This was a pretty bad week for running. I had no energy anywhere; every single run felt like a giant slog rather than a workout of any kind. I was super lethargic and none of the runs felt good at all.

I kept my pace slow and thus my asthma under control, so I will count that as a win, or a partial win.

Part of the slow feeling was due to my needing new shoes (and then getting new shoes - I don't sprint in new shoes until I've run in them once or twice), which hopefully I've taken care of. I also plan to start doing the long run on Sundays. Doing it on Friday - after however many hours of lab - is starting to be a pretty bad idea.

Week #5 goals:
  • 16 miles total

  • 90 minute long run, >8 miles slow.


I am pretty sure my body's telling me that I need a rest week. I need to hang on until next weekend, the 18th, because that's when I'll be going to my parents' house to celebrate my dad's birthday (which was in February). I can take a rest week then.

Man oh man

Mar. 6th, 2011 12:08 pm
seventhe: (Rydia: sparkle)
So there are two things I have been meaning to post on for the last week. One is unions. The other is crafting, specifically knitting. Instead, today I'm going to post about running shoes.
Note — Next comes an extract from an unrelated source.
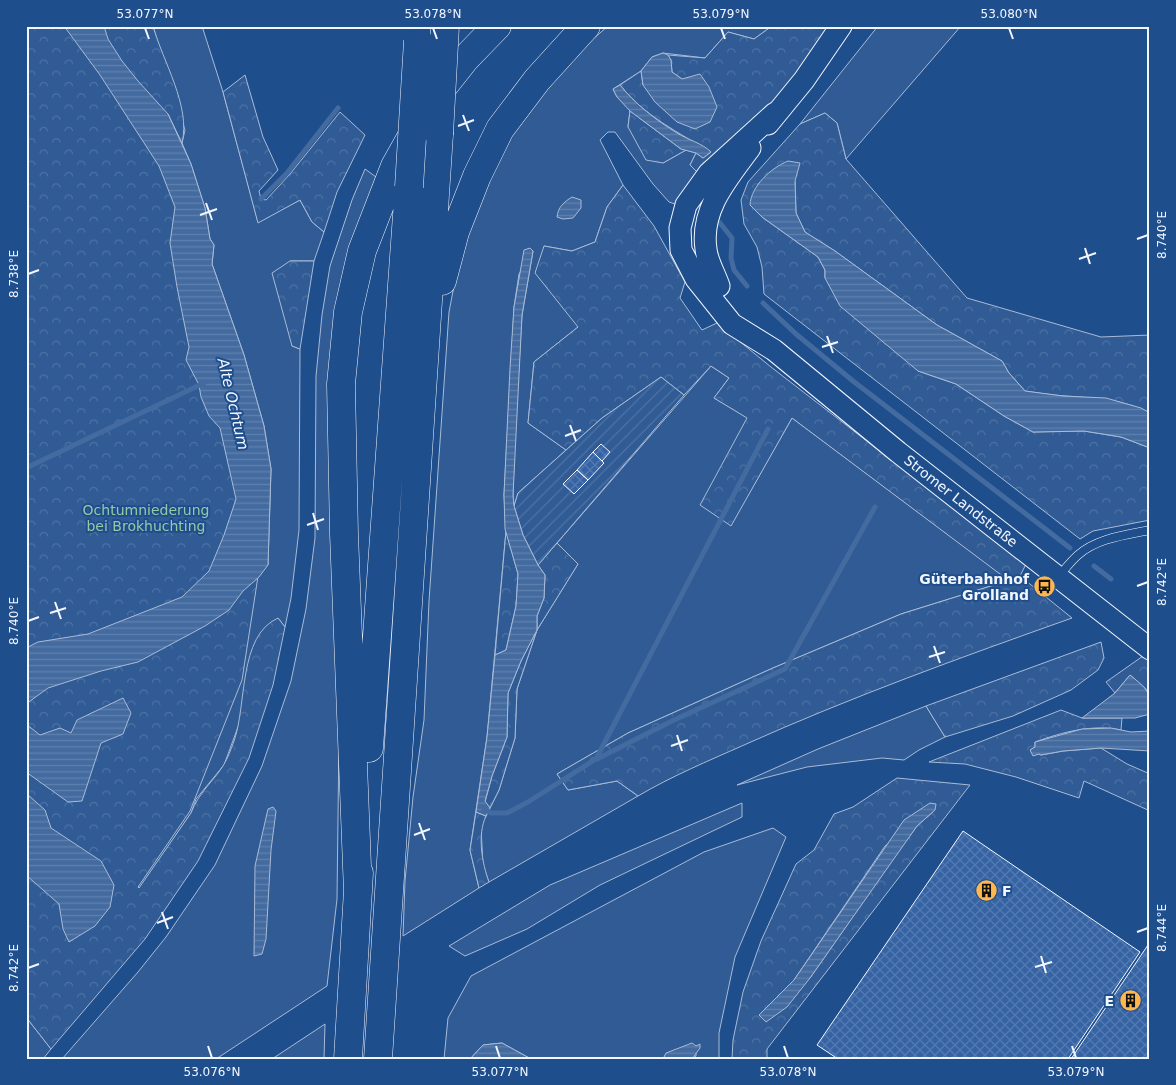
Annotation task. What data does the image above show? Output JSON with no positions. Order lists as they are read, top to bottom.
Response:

Last Friday when I did my long run (7.5 mi), my feet hurt. Pretty badly. Frankly my everything hurt - it was a long run at the end of a long day of being on my feet at the end of a long 50 hour week. But my feet were incredibly sore and I'm pretty sure that means I need new shoes.

You're supposed to get new shoes every couple hundred miles, when you're running this much, or you can hurt yourself. So I'm pretty sure it's about that time.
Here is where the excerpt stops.